Stored data entries:
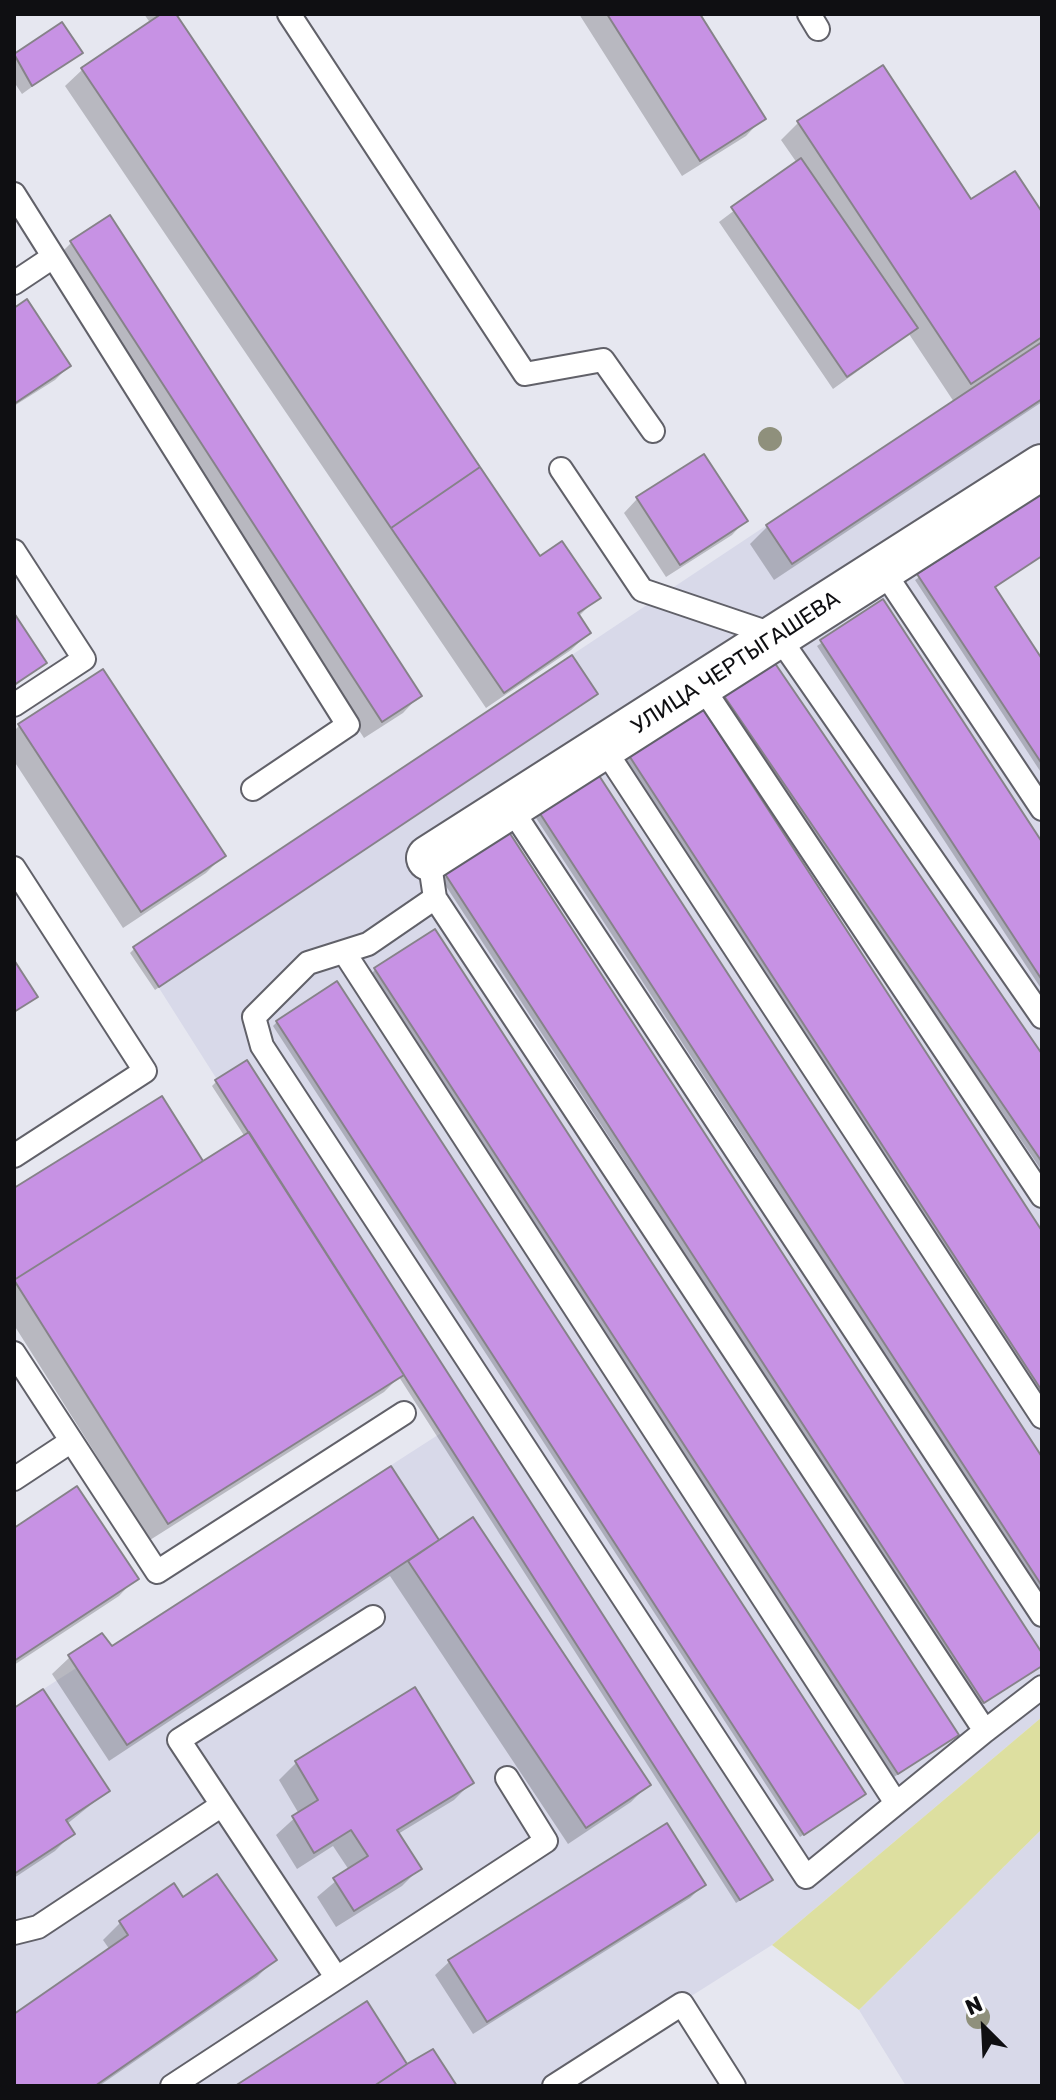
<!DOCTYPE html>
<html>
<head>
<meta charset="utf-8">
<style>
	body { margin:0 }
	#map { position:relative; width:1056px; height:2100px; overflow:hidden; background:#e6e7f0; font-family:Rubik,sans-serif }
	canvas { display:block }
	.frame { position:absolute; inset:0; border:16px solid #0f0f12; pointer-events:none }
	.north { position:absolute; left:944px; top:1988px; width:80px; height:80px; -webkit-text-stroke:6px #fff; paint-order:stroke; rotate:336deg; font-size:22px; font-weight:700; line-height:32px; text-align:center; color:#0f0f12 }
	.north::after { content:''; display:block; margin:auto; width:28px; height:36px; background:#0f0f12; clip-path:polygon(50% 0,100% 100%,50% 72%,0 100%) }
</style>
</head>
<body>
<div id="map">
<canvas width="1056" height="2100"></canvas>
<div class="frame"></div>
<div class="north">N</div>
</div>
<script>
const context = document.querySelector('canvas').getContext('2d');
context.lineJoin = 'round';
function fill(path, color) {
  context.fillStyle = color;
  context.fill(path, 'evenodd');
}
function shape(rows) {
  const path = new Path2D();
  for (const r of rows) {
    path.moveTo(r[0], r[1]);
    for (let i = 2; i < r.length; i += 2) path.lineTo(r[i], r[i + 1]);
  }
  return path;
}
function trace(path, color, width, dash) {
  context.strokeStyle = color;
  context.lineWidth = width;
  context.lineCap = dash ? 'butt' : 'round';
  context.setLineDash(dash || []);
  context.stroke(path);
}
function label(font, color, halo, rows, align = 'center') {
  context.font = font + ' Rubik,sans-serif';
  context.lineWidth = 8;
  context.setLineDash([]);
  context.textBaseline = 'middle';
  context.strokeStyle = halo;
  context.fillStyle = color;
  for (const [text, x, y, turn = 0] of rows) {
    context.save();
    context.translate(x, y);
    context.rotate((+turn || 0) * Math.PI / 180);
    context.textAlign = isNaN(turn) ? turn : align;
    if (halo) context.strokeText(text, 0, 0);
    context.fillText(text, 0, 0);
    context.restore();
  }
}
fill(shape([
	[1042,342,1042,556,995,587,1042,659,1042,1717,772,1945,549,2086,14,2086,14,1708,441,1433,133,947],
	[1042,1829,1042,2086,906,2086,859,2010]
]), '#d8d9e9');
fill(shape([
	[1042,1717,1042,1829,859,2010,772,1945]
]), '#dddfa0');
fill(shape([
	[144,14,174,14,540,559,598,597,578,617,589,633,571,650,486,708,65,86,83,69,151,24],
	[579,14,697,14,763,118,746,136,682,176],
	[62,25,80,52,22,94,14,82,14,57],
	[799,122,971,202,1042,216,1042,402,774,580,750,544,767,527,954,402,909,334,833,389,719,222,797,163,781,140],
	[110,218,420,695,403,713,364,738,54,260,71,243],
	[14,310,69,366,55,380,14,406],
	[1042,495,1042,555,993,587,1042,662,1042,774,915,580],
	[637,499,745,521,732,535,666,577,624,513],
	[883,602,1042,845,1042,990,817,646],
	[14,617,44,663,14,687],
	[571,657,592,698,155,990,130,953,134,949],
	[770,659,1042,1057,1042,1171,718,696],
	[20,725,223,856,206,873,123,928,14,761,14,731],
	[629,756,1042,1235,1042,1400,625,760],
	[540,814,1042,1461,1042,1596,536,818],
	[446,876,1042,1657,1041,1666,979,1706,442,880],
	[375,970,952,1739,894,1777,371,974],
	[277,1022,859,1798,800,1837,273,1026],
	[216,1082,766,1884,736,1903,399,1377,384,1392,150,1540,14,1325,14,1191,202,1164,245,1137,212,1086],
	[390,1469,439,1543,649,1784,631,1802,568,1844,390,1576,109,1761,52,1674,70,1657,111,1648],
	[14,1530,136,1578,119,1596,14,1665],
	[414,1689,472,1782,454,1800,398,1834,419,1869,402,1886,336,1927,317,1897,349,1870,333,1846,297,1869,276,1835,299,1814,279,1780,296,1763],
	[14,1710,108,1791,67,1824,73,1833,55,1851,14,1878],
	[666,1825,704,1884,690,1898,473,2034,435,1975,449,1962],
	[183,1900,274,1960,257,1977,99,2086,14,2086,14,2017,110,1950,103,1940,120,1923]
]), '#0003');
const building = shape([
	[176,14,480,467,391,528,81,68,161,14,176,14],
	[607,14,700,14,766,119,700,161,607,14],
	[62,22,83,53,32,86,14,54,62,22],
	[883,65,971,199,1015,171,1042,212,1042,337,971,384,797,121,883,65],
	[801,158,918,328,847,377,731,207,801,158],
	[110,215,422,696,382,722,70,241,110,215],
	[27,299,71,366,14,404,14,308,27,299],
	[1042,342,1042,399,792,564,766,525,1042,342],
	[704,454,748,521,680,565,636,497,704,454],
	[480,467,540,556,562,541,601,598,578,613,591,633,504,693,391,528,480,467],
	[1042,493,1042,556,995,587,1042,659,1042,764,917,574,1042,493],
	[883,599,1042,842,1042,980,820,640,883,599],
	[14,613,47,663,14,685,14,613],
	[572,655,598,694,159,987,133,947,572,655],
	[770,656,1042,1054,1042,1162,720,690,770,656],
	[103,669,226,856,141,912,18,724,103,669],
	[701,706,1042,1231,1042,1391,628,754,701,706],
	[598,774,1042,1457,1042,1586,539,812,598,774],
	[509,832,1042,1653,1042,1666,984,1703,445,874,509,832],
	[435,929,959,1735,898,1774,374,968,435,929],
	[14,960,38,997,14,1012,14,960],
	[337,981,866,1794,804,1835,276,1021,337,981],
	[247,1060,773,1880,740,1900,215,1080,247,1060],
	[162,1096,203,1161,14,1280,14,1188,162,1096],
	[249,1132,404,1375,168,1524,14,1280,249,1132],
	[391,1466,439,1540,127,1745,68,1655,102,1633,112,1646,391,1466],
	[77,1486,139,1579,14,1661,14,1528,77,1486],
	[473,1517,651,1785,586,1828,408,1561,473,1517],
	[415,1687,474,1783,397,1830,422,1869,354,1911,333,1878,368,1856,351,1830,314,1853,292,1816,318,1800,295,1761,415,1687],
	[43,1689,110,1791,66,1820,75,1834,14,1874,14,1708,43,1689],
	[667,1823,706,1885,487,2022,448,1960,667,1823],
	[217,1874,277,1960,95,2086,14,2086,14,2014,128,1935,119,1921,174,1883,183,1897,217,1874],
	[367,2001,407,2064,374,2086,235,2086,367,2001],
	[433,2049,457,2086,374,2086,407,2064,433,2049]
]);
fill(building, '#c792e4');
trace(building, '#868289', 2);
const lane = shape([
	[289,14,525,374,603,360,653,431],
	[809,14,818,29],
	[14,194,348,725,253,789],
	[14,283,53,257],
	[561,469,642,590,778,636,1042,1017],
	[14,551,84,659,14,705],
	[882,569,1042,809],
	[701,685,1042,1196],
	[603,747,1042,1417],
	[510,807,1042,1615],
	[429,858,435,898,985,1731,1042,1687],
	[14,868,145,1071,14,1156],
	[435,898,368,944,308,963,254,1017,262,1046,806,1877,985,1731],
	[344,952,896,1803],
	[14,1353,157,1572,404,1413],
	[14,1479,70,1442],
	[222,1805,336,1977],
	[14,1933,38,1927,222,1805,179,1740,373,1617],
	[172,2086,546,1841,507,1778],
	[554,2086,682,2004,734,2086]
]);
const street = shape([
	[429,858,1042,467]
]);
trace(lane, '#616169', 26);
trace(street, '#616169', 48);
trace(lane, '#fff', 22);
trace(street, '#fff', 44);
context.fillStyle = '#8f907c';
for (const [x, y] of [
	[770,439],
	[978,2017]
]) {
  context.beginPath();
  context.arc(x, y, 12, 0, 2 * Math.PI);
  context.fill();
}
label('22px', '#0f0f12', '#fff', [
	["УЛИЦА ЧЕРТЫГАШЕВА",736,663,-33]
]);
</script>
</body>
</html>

ACTION ITEM
Look through the records and gather every line containing "rows".

RESULT
function shape(rows) {
  for (const r of rows) {
function label(font, color, halo, rows, align = 'center') {
  for (const [text, x, y, turn = 0] of rows) {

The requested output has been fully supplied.